Sometimes it is possible to further order contigs into scaffolds based on the repeat graph structure. These ordered contigs will be output as a part of scaffold in the assembly file (with a scaffold prefix). Since it is hard to give a reliable estimate of the gap size, those gaps are represented with the default 100 Ns. assembly_info.txt file (below) contains additional information about how scaffolds were formed.

Extra information about contigs/scaffolds is output into the assembly_info.txt file. It is a tab-delimited table with the columns as follows:

Contig/scaffold id
Length
Coverage
Is circular, (Y)es or (N)o
Is repetitive, (Y)es or (N)o
Multiplicity (based on coverage)
Alternative group
Graph path (graph path corresponding to this contig/scaffold).

Scaffold gaps are marked with ?? symbols, and * symbol denotes a terminal graph node. Alternative contigs (representing alternative haplotypes) will have the same alt. group ID. Primary contigs are marked by *.

Algorithm Description

This is a brief description of the Flye algorithm. Please refer to the manuscript for more detailed information. The draft contig extension is organized as follows:

K-mer counting / erroneous k-mer pre-filtering
Solid k-mer selection (k-mers with sufficient frequency, which are unlikely to be erroneous)
Contig extension. The algorithm starts from a single read and extends it with a next overlapping read (overlaps are dynamically detected using the selected solid k-mers).

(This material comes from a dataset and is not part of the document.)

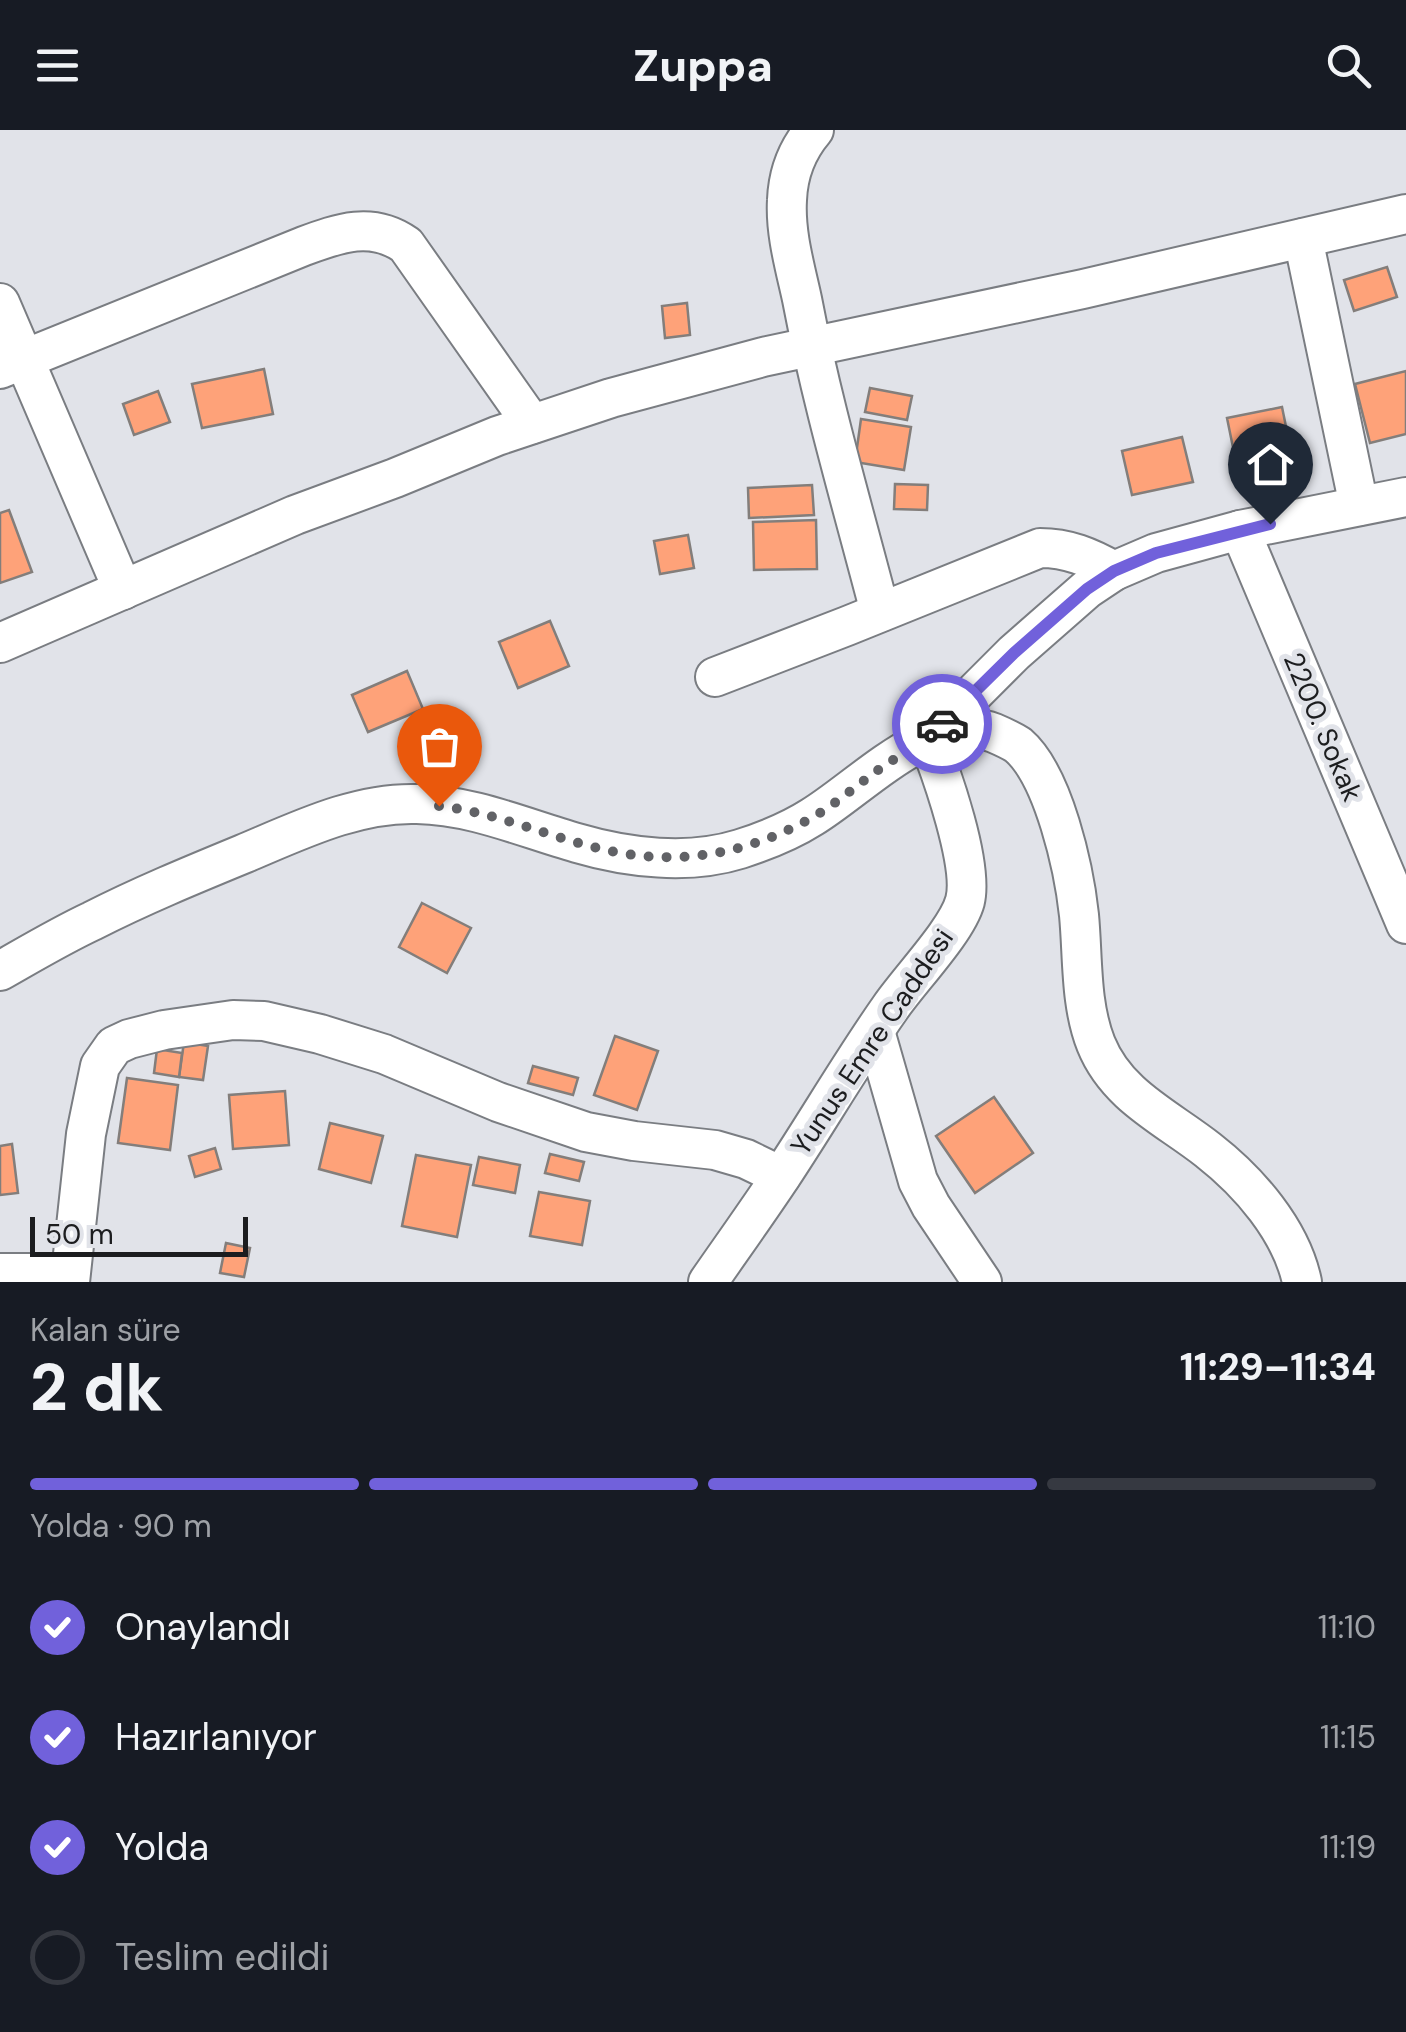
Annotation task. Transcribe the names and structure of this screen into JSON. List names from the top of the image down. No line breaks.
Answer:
{"streets":{"street":["2200. Sokak","Yunus Emre Caddesi"]},"scale_bar":"50 m","page":{"header":"Zuppa","scale":"50 m","heading":["2 dk","Kalan süre","11:29–11:34"],"bar":"Yolda · 90 m","list":[["Onaylandı","11:10"],["Hazırlanıyor","11:15"],["Yolda","11:19"],"Teslim edildi"]}}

Note that we do not attempt to resolve repeats at this stage, thus the reconstructed contigs might contain misassemblies. Flye then aligns the reads on these draft contigs using minimap2 and calls a consensus. Afterwards, Flye performs repeat analysis as follows:

Repeat graph is constructed from the (possibly misassembled) contigs
In this graph all repeats longer than minimum overlap are collapsed
The algorithm resolves repeats using the read information and graph structure
The unbranching paths in the graph are output as contigs

If enabled, after resolving bridged repeats, Trestle module attempts to resolve simple unbridged repeats (of multiplicity 2) using the heterogeneities between repeat copies. Finally, Flye performs polishing of the resulting assembly to correct the remaining errors:

Alignment of all reads to the current assembly using minimap2
Partition the alignment into mini-alignments (bubbles)
Error correction of each bubble using a maximum likelihood approach

The polishing steps could be repeated, which might slightly increase quality for some datasets.